There was a beat of silence on her end of the line, and I could hear funky music from unidentifiable instruments. My imagination ran wild, and I pictured an apartment with lots of jewel-toned floor pillows and dark wood, the air swirling with smoky incense. My nose wrinkled up a little.

“O-kay,” she said. “Things are good. I aced two exams this week—Control Systems and Lasers. Is that enough foreplay? Ready to get to the good stuff?”

“What?” It came out half-shocked, half-amused.

“I’m guessing you called with something more interesting than the day-to-day dramas in the College of Engineering, so as your very devoted mentee, let me just give you permission to gloss over my less-than-exciting life.”

My smile widened as I took a moment to revel in my life’s recent juiciness.

“Okay then. Way to go on the exams,” I said, trying to legitimatize our mentor / mentee relationship just slightly.

“Thank you. Now spill it. Or do you want a face-to-face? Because I’m totally up for it if you are. I’m actually a little burned out on studying, particularly while Talitha is trying her—well, belly, I suppose—at belly dancing. With all those little coins clinking and fabrics shimmying, it’s unbelievably distracting.”

“I’ll bet. Well, if you’re positive it wouldn’t be interrupting something more important, then in-person would be great.”

“Awesome. It’s Glow Bowl night at the Texas Union.”

My eyebrows came together in uncertainty. “Glow Bowl night?”

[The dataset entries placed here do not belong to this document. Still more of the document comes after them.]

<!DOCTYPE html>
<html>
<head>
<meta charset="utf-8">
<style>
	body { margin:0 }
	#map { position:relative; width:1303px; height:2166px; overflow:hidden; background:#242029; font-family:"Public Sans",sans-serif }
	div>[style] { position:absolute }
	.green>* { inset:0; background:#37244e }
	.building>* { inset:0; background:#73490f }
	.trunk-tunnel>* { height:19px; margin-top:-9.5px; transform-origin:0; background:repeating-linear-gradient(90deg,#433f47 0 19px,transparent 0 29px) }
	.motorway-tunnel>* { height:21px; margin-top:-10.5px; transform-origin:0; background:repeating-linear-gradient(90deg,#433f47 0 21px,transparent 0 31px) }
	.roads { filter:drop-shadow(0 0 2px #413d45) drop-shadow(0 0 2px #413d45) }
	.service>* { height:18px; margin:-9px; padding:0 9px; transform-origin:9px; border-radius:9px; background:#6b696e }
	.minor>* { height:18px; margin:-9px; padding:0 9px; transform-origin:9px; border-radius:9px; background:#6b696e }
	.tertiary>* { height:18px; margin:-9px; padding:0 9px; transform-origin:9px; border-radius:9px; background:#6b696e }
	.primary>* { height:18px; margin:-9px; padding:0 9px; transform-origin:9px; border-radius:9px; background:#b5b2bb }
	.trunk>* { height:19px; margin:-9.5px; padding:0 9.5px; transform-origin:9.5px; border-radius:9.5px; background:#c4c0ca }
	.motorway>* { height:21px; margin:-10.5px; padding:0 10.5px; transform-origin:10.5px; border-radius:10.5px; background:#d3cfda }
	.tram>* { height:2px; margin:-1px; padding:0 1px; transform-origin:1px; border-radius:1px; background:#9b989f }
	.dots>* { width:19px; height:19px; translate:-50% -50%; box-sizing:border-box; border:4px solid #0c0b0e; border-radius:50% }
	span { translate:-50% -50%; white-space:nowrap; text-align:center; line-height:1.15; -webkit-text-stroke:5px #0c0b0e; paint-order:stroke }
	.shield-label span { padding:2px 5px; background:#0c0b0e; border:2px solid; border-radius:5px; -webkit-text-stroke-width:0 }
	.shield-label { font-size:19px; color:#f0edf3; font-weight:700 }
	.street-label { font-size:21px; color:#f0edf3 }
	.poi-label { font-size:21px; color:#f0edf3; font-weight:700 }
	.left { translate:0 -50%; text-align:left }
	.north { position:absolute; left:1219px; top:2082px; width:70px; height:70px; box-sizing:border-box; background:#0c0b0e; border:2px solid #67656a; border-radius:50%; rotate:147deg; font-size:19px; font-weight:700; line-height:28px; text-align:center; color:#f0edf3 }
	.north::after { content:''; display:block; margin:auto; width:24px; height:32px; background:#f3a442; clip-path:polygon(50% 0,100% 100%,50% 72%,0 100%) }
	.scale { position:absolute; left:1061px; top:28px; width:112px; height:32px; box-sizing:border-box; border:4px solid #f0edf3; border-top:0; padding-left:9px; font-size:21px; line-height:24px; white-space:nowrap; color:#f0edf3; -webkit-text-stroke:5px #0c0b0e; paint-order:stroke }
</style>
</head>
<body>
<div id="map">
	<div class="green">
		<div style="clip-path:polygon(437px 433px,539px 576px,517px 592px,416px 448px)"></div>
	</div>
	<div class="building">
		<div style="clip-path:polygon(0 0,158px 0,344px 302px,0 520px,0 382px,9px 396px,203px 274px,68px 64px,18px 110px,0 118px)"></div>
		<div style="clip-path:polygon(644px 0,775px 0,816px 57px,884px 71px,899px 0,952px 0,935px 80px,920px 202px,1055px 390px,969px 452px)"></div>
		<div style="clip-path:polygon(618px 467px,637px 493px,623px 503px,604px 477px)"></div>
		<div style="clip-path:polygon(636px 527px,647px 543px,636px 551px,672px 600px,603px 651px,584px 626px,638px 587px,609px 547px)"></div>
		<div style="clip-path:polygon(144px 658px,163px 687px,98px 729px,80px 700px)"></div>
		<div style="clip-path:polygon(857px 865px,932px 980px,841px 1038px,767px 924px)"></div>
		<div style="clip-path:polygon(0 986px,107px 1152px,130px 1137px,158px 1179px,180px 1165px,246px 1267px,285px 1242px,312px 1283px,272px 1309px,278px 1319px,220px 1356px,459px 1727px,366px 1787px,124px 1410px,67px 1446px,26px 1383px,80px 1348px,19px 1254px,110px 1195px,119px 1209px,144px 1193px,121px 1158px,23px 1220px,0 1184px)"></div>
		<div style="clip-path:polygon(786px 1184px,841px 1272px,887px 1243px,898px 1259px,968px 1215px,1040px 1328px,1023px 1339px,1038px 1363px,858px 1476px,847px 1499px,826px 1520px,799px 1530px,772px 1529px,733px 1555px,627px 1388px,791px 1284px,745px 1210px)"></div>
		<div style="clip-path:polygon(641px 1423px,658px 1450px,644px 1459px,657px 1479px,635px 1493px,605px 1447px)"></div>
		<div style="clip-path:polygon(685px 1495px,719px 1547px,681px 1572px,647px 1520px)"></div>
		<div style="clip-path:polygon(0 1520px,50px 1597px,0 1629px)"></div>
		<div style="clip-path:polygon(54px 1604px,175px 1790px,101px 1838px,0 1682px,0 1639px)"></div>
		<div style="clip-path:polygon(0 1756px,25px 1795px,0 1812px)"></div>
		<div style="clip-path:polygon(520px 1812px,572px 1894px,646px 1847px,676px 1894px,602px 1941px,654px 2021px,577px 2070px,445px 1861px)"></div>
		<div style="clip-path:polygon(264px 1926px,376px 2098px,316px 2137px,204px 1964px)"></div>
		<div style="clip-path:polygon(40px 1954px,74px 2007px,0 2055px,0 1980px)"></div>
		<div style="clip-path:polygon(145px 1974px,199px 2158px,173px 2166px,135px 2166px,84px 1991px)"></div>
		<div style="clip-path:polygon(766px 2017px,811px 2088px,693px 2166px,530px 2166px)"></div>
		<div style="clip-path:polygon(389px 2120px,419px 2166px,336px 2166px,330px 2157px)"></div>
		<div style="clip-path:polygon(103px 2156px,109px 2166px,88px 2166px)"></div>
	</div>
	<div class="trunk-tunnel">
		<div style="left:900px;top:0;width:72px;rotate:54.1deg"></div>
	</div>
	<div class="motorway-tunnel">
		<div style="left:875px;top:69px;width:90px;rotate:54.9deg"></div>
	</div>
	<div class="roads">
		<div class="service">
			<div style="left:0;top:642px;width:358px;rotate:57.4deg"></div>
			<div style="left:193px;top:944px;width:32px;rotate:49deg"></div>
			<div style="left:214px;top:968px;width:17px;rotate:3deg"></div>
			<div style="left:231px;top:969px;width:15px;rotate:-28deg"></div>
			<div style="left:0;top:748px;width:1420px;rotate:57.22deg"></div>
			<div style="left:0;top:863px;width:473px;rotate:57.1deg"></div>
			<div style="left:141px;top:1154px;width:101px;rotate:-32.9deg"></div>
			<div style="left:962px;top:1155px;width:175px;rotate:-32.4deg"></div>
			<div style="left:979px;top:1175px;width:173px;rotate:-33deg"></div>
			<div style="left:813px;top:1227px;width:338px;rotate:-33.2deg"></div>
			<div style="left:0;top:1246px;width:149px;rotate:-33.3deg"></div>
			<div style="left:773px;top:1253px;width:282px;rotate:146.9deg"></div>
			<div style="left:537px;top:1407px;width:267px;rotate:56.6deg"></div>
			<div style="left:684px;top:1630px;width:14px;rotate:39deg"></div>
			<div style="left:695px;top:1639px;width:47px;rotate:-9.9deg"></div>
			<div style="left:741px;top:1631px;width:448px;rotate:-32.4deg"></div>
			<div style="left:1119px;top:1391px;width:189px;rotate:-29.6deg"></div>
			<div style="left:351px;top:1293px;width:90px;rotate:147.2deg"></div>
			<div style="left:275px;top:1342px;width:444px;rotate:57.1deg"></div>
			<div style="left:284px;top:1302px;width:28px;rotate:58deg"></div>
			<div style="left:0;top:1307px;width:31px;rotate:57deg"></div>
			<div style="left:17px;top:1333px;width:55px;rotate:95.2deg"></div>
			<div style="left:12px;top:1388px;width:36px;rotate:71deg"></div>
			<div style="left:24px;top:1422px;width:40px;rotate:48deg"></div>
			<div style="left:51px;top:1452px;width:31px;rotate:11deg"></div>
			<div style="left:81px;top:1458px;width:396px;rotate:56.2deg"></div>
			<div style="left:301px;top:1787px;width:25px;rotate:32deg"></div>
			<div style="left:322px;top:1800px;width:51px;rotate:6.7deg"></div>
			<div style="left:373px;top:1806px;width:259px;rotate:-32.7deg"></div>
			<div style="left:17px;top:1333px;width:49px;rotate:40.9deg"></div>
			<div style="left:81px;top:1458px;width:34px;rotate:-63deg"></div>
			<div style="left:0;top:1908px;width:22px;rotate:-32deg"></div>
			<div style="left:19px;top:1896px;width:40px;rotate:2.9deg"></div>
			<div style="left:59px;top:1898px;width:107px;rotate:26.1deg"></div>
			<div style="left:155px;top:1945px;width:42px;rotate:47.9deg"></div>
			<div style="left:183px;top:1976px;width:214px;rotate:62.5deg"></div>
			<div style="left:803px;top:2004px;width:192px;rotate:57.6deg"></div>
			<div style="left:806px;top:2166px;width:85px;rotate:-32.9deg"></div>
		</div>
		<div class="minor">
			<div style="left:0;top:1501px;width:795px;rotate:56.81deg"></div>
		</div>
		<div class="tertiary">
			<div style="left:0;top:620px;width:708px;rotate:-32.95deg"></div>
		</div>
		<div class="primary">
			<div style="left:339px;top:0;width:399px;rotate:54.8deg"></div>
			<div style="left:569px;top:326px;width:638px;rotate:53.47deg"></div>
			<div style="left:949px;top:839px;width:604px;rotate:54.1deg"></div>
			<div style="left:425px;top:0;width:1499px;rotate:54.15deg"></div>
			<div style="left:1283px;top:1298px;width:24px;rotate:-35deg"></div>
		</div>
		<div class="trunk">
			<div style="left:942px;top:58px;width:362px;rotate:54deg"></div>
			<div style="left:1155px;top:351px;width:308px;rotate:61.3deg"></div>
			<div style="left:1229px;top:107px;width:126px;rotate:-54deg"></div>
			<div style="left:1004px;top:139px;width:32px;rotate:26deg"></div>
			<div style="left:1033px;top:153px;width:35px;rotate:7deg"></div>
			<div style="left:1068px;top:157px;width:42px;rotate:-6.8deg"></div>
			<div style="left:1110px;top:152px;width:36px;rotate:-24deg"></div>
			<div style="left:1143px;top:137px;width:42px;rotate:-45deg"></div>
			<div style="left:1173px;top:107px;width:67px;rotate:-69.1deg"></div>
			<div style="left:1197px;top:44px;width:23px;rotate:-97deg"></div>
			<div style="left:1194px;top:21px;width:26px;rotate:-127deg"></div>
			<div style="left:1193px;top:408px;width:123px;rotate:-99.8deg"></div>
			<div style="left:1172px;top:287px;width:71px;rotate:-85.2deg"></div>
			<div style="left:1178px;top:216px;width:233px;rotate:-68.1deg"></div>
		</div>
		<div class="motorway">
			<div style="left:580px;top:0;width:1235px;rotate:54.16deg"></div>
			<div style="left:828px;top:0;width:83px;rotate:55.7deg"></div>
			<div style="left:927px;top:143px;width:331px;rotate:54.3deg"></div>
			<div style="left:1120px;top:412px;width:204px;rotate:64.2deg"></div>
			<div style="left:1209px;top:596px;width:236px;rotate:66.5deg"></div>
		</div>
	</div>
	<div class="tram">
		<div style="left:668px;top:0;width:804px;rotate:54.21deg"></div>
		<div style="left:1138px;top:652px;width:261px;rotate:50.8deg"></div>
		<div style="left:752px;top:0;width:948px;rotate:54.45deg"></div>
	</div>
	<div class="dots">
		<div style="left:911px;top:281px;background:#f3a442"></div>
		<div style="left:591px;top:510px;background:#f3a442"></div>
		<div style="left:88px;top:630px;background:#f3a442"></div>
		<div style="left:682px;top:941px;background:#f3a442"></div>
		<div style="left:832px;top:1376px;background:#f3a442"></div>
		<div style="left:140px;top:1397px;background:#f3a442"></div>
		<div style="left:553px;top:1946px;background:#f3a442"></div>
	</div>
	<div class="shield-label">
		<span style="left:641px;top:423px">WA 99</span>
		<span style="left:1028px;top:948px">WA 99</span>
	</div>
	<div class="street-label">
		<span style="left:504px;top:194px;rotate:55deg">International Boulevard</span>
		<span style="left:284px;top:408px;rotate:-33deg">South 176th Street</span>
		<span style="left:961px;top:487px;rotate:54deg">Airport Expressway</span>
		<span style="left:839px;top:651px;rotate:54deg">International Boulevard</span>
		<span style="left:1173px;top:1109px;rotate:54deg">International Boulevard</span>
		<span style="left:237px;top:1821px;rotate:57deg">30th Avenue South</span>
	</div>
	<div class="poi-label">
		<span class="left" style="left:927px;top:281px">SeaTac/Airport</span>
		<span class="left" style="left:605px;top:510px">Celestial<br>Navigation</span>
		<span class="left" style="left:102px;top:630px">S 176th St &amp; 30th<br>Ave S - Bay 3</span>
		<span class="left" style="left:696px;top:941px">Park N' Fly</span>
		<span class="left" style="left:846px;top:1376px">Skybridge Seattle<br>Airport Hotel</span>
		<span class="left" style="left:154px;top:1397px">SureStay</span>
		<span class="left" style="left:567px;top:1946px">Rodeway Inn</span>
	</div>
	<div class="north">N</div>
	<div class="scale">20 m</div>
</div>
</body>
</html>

“Come on! It’s the perfect place to gossip—no one will overhear a thing.”

Somehow I found myself agreeing to that, and ten minutes later, I was descending underground, into the din. Between the music (that rock / rap combo stuff), the crack of pool balls, the smack of bowling pins, and the animated conversation, I felt confident my secrets would stay with me. Beck would be lucky to pick up the general gist.